The Love Hexagon follows six twenty-somethings living in London whose clear-cut relationships soon tumble into a chaotic melting pot of lust, love, hatred and desire. It made me laugh out loud in parts, particularly the dynamic between Graham and Guy, and feel wistful in others. A short, easy read - but an enjoyable one nonetheless!
Like watching a British soap opera if everyone had detailed thought bubbles over their heads at all times. This is, predictably, quite entertaining, but also leaves you, when you manage to put it down, with the ill little low that sometimes comes after you watch too much TV without meaning to.
Story of changing partners and at the end of the book almost every of the six had 'a thing' with everyone of the opposite sex. Until at last the 'right couples' come together. It is a nice idea, but somehow I didn't like the style of the author.
A pleasant read but not much more. It reads a bit like a soap series. Getting the right relationship seems to be the only thing that matters to the people in this book... and it's also a bit predictable. But the style is amusing enough.
The characters blended together, but the basic idea of showing viewpoints of six people in various relationships with (and not with) each other allowed this reader to identify at times with each. Showed people making stupid decisions and assumptions in ways that were completely human.
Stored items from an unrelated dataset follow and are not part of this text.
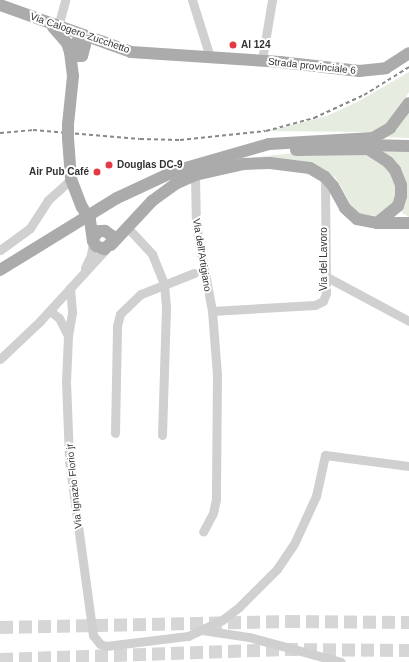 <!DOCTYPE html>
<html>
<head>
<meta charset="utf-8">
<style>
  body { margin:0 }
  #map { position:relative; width:409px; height:662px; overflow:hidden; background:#fff; font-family:Helvetica,sans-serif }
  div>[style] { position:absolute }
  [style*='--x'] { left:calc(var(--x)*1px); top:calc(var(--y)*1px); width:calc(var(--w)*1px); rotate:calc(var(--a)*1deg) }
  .green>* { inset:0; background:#e6ecdf }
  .highway-tunnel>* { height:13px; margin-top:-6.5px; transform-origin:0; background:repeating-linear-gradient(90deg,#d6d6d6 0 13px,transparent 0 19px) }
  .minor>* { height:9px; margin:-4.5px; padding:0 4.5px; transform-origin:4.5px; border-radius:4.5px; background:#d0d0d0 }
  .major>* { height:12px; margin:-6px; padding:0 6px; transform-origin:6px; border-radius:6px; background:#ababab }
  .rail>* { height:2px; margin-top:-1px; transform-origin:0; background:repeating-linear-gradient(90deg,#888 0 4px,transparent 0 7px) }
  .major-bridge>* { height:12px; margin:-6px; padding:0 6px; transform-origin:6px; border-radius:6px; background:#ababab }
  .dots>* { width:11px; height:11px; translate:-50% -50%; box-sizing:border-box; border:2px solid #fff; border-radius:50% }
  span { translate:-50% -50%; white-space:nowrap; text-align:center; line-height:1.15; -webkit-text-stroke:4px #fff; paint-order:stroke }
  .street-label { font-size:10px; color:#333 }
  .poi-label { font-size:10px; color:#333; font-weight:700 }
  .left { translate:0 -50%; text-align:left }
  .right { translate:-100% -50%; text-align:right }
</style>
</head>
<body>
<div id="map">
  <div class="green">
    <div style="clip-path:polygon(409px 72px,409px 92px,393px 120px,372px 132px,267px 131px,327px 116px,359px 101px)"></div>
    <div style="clip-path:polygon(409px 108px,409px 138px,384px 137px)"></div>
    <div style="clip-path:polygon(379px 150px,409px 151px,409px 217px,402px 213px,404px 198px)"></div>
    <div style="clip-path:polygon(302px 152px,371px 153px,382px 159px,398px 184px,394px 203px,376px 216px,361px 214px,354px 210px,336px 178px,317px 166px,296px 160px,241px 159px)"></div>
  </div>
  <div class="highway-tunnel">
    <div style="--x:0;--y:627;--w:287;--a:-1.2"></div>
    <div style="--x:287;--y:621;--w:122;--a:0.5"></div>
    <div style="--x:0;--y:659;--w:285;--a:-2"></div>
    <div style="--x:285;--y:649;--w:124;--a:0.5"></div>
  </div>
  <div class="minor">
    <div style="--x:192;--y:0;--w:60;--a:72.5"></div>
    <div style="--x:58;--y:27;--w:28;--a:-75"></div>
    <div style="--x:262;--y:60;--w:61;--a:-80.5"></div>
    <div style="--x:195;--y:175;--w:51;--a:88.9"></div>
    <div style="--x:196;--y:226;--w:86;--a:79.3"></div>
    <div style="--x:212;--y:311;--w:63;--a:85.5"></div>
    <div style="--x:217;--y:374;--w:125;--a:90.5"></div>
    <div style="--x:216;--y:499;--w:14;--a:102"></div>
    <div style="--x:213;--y:513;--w:21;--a:118"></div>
    <div style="--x:127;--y:227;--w:37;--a:47"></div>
    <div style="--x:152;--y:254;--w:32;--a:68"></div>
    <div style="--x:164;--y:284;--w:24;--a:85"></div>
    <div style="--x:166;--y:308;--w:127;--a:91.8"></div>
    <div style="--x:0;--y:250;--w:37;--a:-36"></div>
    <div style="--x:30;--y:228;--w:33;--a:-57"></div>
    <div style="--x:48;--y:200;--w:31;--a:-42"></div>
    <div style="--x:85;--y:268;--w:14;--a:-65"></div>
    <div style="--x:91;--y:255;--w:14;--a:-82"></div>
    <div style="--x:325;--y:276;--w:95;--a:28.2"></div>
    <div style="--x:70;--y:288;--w:25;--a:85"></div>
    <div style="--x:72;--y:313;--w:23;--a:100"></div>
    <div style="--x:68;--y:336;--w:45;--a:92.5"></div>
    <div style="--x:66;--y:381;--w:79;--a:87.8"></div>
    <div style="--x:69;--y:460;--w:177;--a:82.2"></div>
    <div style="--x:93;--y:635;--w:11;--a:52"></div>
    <div style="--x:100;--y:644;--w:6;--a:18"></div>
    <div style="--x:106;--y:646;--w:83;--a:-7"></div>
    <div style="--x:188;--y:636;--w:38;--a:-25"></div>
    <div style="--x:222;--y:620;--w:21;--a:-37"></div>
    <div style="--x:239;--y:607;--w:54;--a:-45"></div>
    <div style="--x:277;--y:569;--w:30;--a:-56"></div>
    <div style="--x:294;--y:544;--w:53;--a:-65.4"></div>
    <div style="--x:316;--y:496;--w:42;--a:-77.6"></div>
    <div style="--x:325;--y:455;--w:85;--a:7.5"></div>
    <div style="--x:50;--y:311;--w:11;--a:38"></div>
    <div style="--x:59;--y:318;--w:20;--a:63"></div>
    <div style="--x:212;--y:311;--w:103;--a:-3.3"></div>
    <div style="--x:315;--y:305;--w:9;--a:-27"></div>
    <div style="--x:323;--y:301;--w:9;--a:-69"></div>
    <div style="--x:326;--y:293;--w:116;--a:-90.5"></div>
    <div style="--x:0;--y:359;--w:55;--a:-43.5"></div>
    <div style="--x:40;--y:321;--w:99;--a:-47.5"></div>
    <div style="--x:115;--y:433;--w:107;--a:-88.9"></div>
    <div style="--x:117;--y:326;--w:12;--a:-76"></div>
    <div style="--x:120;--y:314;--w:29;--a:-44"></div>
    <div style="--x:141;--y:294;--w:57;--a:-21.6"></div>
    <div style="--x:202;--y:630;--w:48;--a:8.5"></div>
    <div style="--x:249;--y:637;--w:95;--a:15.2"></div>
  </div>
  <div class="major">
    <div style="--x:0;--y:5;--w:139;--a:19.7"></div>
    <div style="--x:131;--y:52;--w:149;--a:3.8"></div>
    <div style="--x:280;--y:62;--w:80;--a:6.5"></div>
    <div style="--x:359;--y:71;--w:27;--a:-6"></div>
    <div style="--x:386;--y:68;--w:27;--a:-33"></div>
    <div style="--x:53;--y:27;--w:21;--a:49"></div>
    <div style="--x:67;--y:43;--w:9;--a:72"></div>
    <div style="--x:70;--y:52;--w:24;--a:83"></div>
    <div style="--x:73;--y:76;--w:48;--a:95.9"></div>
    <div style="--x:82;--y:36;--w:9;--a:72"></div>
    <div style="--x:85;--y:45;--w:11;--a:105"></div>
    <div style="--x:82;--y:56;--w:7;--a:180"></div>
    <div style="--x:75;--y:56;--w:6;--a:-141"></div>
    <div style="--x:70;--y:52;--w:4;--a:-76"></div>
    <div style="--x:71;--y:48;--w:16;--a:-47"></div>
    <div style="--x:68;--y:138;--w:41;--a:85.8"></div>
    <div style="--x:71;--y:179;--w:30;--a:69"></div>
    <div style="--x:364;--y:145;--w:45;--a:1.3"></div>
    <div style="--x:296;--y:150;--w:72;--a:-0.8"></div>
    <div style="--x:368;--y:149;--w:24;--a:33"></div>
    <div style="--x:388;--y:162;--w:11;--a:49"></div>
    <div style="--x:395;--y:170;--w:16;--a:68"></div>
    <div style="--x:401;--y:185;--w:11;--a:90"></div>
    <div style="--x:401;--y:196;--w:10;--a:107"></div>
    <div style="--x:398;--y:206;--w:27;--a:141"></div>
    <div style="--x:90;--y:220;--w:21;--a:82"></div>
    <div style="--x:93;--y:241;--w:6;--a:59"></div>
    <div style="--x:96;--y:246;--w:9;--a:21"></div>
    <div style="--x:104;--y:249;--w:11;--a:-41"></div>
    <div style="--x:112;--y:242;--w:6;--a:-90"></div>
    <div style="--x:112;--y:236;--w:9;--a:-144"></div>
    <div style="--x:105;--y:231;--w:6;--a:180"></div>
    <div style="--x:99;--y:231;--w:9;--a:131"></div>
    <div style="--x:111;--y:245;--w:60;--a:-47"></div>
    <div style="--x:152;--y:201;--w:29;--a:-36"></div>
    <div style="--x:175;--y:184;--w:22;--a:-24"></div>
    <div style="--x:195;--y:175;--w:49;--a:-12.9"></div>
    <div style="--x:243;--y:164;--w:27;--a:-2"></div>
    <div style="--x:270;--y:163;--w:40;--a:7.1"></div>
    <div style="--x:310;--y:168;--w:17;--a:31"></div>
    <div style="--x:325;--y:177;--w:12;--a:48"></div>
    <div style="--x:333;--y:186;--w:25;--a:61"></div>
    <div style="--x:345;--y:208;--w:16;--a:43"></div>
    <div style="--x:357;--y:219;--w:20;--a:11"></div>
    <div style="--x:377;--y:223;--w:32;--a:0"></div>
    <div style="--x:0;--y:270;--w:137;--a:-31.6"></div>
    <div style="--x:117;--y:198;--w:64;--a:-25"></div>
    <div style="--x:175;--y:171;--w:98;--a:-16"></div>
    <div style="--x:269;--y:144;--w:104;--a:-3.3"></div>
    <div style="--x:373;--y:138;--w:20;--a:-30"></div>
    <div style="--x:390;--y:128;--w:31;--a:-53"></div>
  </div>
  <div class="rail">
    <div style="--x:0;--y:133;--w:33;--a:-5"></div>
    <div style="--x:33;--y:130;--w:107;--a:4.8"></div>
    <div style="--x:140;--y:139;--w:40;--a:1.4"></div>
    <div style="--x:180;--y:140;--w:86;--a:-6"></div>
    <div style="--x:266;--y:131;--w:50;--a:-15.2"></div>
    <div style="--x:314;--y:118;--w:55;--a:-24.7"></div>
    <div style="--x:364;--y:95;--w:53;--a:-31.9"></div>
  </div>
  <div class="major-bridge">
    <div style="--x:68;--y:138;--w:14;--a:-90"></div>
    <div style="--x:82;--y:207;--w:15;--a:58"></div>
  </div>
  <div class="dots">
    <div style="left:233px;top:45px;background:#e63946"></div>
    <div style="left:109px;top:165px;background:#e63946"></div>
    <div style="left:97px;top:172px;background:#e63946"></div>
  </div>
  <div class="street-label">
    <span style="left:80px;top:33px;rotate:19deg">Via Calogero Zucchetto</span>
    <span style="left:312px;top:66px;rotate:6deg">Strada provinciale 6</span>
    <span style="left:202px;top:255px;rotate:81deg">Via dell'Artigiano</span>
    <span style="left:324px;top:259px;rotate:-90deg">Via del Lavoro</span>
    <span style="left:74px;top:486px;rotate:-96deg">Via Ignazio Florio jr</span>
  </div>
  <div class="poi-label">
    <span class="left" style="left:241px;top:45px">Al 124</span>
    <span class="left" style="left:117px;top:165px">Douglas DC-9</span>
    <span class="right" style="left:89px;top:172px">Air Pub Café</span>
  </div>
</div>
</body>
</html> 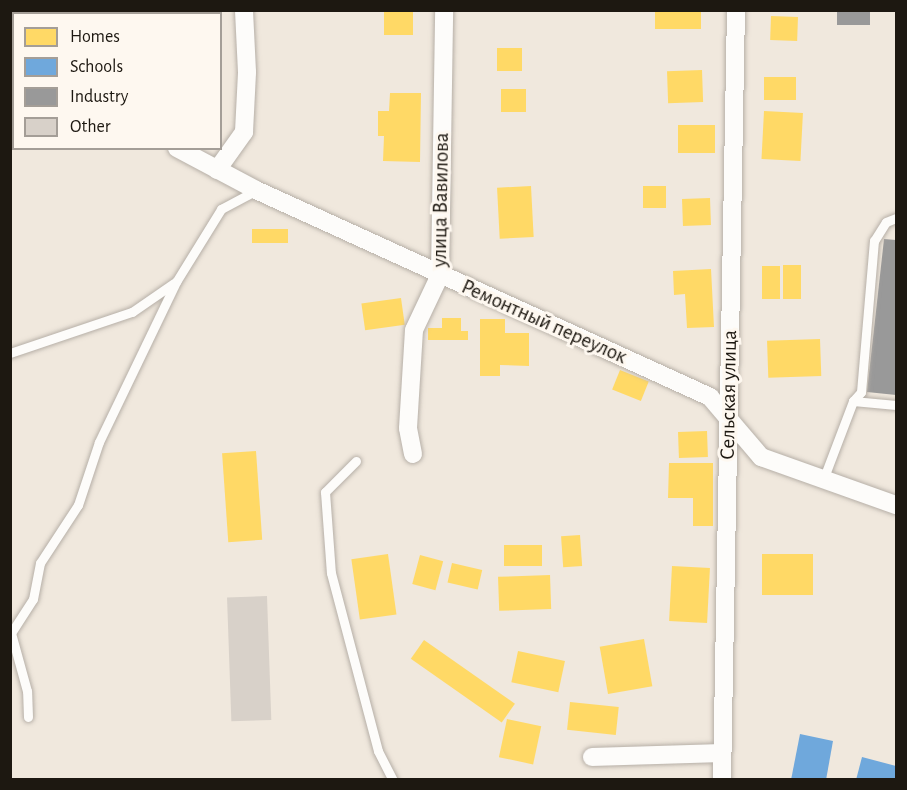 <!DOCTYPE html>
<html>
<head>
<meta charset="utf-8">
<style>
	body { margin:0 }
	#map { position:relative; width:907px; height:790px; overflow:hidden; background:#f0e8dd; font-family:"Alegreya Sans",sans-serif }
	div>[style] { position:absolute }
	.homes>* { inset:0; background:#ffd966; transform-origin:0 0 }
	.schools>* { inset:0; background:#6fa8dc }
	.industry>* { inset:0; background:#999; transform-origin:0 0 }
	.building>* { inset:0; background:#d8d1c9; transform-origin:0 0 }
	.roads { filter:drop-shadow(0 0 2px #b6afa7) drop-shadow(0 0 2px #b6afa7) }
	.lane>* { height:9px; margin:-4.5px; padding:0 4.5px; transform-origin:4.5px; border-radius:4.5px; background:#fdfcfa }
	.street>* { height:18px; margin:-9px; padding:0 9px; transform-origin:9px; border-radius:9px; background:#fdfcfa }
	span { translate:-50% -50%; white-space:nowrap; text-align:center; line-height:1.15; -webkit-text-stroke:6px #fef8f0; paint-order:stroke }
	.street-label { font-size:21px; color:#1d1811 }
	.frame { position:absolute; inset:0; border:12px solid #1d1811; pointer-events:none }
	.legend { position:absolute; left:12px; top:12px; width:210px; height:138px; box-sizing:border-box; background:#fef8f0; border:2px solid #a49e97; margin:0; padding:8px 10px; list-style:none; font-size:18px; color:#1d1811 }
	.legend li { display:flex; align-items:center; gap:12px; height:30px }
	.legend b { width:30px; border:2px solid #a49e97 }
</style>
</head>
<body>
<div id="map">
	<div class="homes">
		<div style="left:413px;top:10px;width:25px;height:29px;rotate:90deg"></div>
		<div style="left:655px;top:10px;width:46px;height:19px"></div>
		<div style="left:771px;top:16px;width:27px;height:24px;rotate:2deg"></div>
		<div style="left:522px;top:48px;width:23px;height:25px;rotate:90deg"></div>
		<div style="left:702px;top:70px;width:32px;height:35px;rotate:88deg"></div>
		<div style="left:796px;top:77px;width:23px;height:32px;rotate:90deg"></div>
		<div style="left:526px;top:89px;width:23px;height:25px;rotate:90deg"></div>
		<div style="clip-path:polygon(390px 93px,421px 93px,420px 162px,383px 161px,384px 136px,378px 136px,378px 111px,389px 111px)"></div>
		<div style="left:764px;top:111px;width:39px;height:48px;rotate:3deg"></div>
		<div style="left:715px;top:125px;width:28px;height:37px;rotate:90deg"></div>
		<div style="left:531px;top:186px;width:51px;height:34px;rotate:87deg"></div>
		<div style="left:666px;top:186px;width:22px;height:23px;rotate:90deg"></div>
		<div style="left:710px;top:198px;width:27px;height:28px;rotate:88deg"></div>
		<div style="left:252px;top:229px;width:36px;height:14px"></div>
		<div style="left:783px;top:265px;width:18px;height:34px"></div>
		<div style="left:762px;top:266px;width:18px;height:33px"></div>
		<div style="clip-path:polygon(711px 269px,714px 327px,687px 328px,685px 294px,674px 295px,673px 271px)"></div>
		<div style="left:401px;top:298px;width:27px;height:40px;rotate:82deg"></div>
		<div style="clip-path:polygon(442px 318px,461px 318px,461px 331px,468px 331px,468px 340px,428px 340px,428px 328px,442px 328px)"></div>
		<div style="clip-path:polygon(480px 319px,505px 319px,505px 333px,529px 333px,529px 366px,500px 365px,500px 376px,480px 376px)"></div>
		<div style="left:820px;top:339px;width:37px;height:53px;rotate:88deg"></div>
		<div style="left:620px;top:370px;width:31px;height:21px;rotate:22deg"></div>
		<div style="left:707px;top:431px;width:26px;height:29px;rotate:88deg"></div>
		<div style="left:256px;top:451px;width:89px;height:34px;rotate:86deg"></div>
		<div style="clip-path:polygon(669px 463px,713px 463px,713px 526px,693px 526px,693px 498px,668px 498px)"></div>
		<div style="left:580px;top:535px;width:31px;height:19px;rotate:86deg"></div>
		<div style="left:504px;top:545px;width:38px;height:21px"></div>
		<div style="left:388px;top:554px;width:61px;height:37px;rotate:82deg"></div>
		<div style="left:762px;top:554px;width:51px;height:41px"></div>
		<div style="left:420px;top:555px;width:24px;height:30px;rotate:15deg"></div>
		<div style="left:452px;top:563px;width:31px;height:20px;rotate:13deg"></div>
		<div style="left:672px;top:566px;width:38px;height:55px;rotate:3deg"></div>
		<div style="left:550px;top:575px;width:34px;height:52px;rotate:88deg"></div>
		<div style="left:644px;top:639px;width:48px;height:45px;rotate:80deg"></div>
		<div style="left:424px;top:640px;width:111px;height:23px;rotate:35deg"></div>
		<div style="left:518px;top:651px;width:48px;height:32px;rotate:12deg"></div>
		<div style="left:570px;top:702px;width:49px;height:28px;rotate:6deg"></div>
		<div style="left:507px;top:719px;width:35px;height:39px;rotate:12deg"></div>
	</div>
	<div class="schools">
		<div style="clip-path:polygon(800px 734px,833px 741px,826px 780px,791px 780px)"></div>
		<div style="clip-path:polygon(862px 757px,896px 766px,896px 780px,856px 780px)"></div>
	</div>
	<div class="industry">
		<div style="left:837px;top:10px;width:33px;height:15px"></div>
		<div style="clip-path:polygon(884px 239px,896px 240px,896px 395px,867px 392px)"></div>
	</div>
	<div class="building">
		<div style="left:267px;top:596px;width:124px;height:40px;rotate:88deg"></div>
	</div>
	<div class="roads">
		<div class="lane">
			<div style="left:10px;top:32px;width:15px;rotate:74deg"></div>
			<div style="left:10px;top:353px;width:129px;rotate:-18.6deg"></div>
			<div style="left:132px;top:312px;width:51px;rotate:-34.6deg"></div>
			<div style="left:853px;top:401px;width:43px;rotate:5.3deg"></div>
			<div style="left:356px;top:461px;width:44px;rotate:135deg"></div>
			<div style="left:325px;top:492px;width:81px;rotate:85.8deg"></div>
			<div style="left:331px;top:573px;width:184px;rotate:75.2deg"></div>
			<div style="left:378px;top:751px;width:33px;rotate:63deg"></div>
			<div style="left:823px;top:480px;width:85px;rotate:-69.2deg"></div>
			<div style="left:853px;top:401px;width:12px;rotate:-48deg"></div>
			<div style="left:861px;top:392px;width:152px;rotate:-85.1deg"></div>
			<div style="left:874px;top:241px;width:22px;rotate:-58deg"></div>
			<div style="left:886px;top:222px;width:11px;rotate:-22deg"></div>
			<div style="left:28px;top:717px;width:26px;rotate:-92deg"></div>
			<div style="left:27px;top:691px;width:60px;rotate:-105.4deg"></div>
			<div style="left:11px;top:633px;width:40px;rotate:-57.1deg"></div>
			<div style="left:33px;top:599px;width:37px;rotate:-79deg"></div>
			<div style="left:40px;top:563px;width:69px;rotate:-56.8deg"></div>
			<div style="left:78px;top:505px;width:66px;rotate:-71.6deg"></div>
			<div style="left:99px;top:442px;width:178px;rotate:-64.3deg"></div>
			<div style="left:176px;top:282px;width:86px;rotate:-58.3deg"></div>
			<div style="left:221px;top:209px;width:40px;rotate:-28deg"></div>
		</div>
		<div class="street">
			<div style="left:10px;top:55px;width:4px;rotate:27deg"></div>
			<div style="left:177px;top:148px;width:89px;rotate:28deg"></div>
			<div style="left:256px;top:190px;width:499px;rotate:24.5deg"></div>
			<div style="left:710px;top:397px;width:79px;rotate:49.6deg"></div>
			<div style="left:761px;top:457px;width:143px;rotate:19.6deg"></div>
			<div style="left:217px;top:170px;width:47px;rotate:-54.6deg"></div>
			<div style="left:244px;top:132px;width:60px;rotate:-87.1deg"></div>
			<div style="left:247px;top:72px;width:62px;rotate:-92.8deg"></div>
			<div style="left:413px;top:454px;width:26px;rotate:-101deg"></div>
			<div style="left:408px;top:428px;width:98px;rotate:-86.5deg"></div>
			<div style="left:414px;top:330px;width:61px;rotate:-64.7deg"></div>
			<div style="left:440px;top:275px;width:265px;rotate:-89.1deg"></div>
			<div style="left:592px;top:757px;width:130px;rotate:-1.8deg"></div>
			<div style="left:722px;top:780px;width:770px;rotate:-88.96deg"></div>
		</div>
	</div>
	<div class="street-label">
		<span style="left:441px;top:200px;rotate:-89deg">улица Вавилова</span>
		<span style="left:544px;top:322px;rotate:24deg">Ремонтный переулок</span>
		<span style="left:729px;top:395px;rotate:-89deg">Сельская улица</span>
	</div>
	<div class="frame"></div>
	<ul class="legend">
	<li><b style="height:16px;background:#ffd966"></b>Homes</li>
	<li><b style="height:16px;background:#6fa8dc"></b>Schools</li>
	<li><b style="height:16px;background:#999"></b>Industry</li>
	<li><b style="height:16px;background:#d8d1c9"></b>Other</li>
	</ul>
</div>
</body>
</html>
Despite reading many bad reviews, I decided to give this a try anyway. It turns out that most of the criticism was on target. There just are not any likable characters in the book which makes it hard to enjoy. I quit about half way through.
2.5 stars A staggeringly self-absorbed individual and her clueless boyfriend self-destruct their relationship, dragging all their friends in just for the hell of it. Not great, but at least it doesn't take itself too seriously. I've read worse.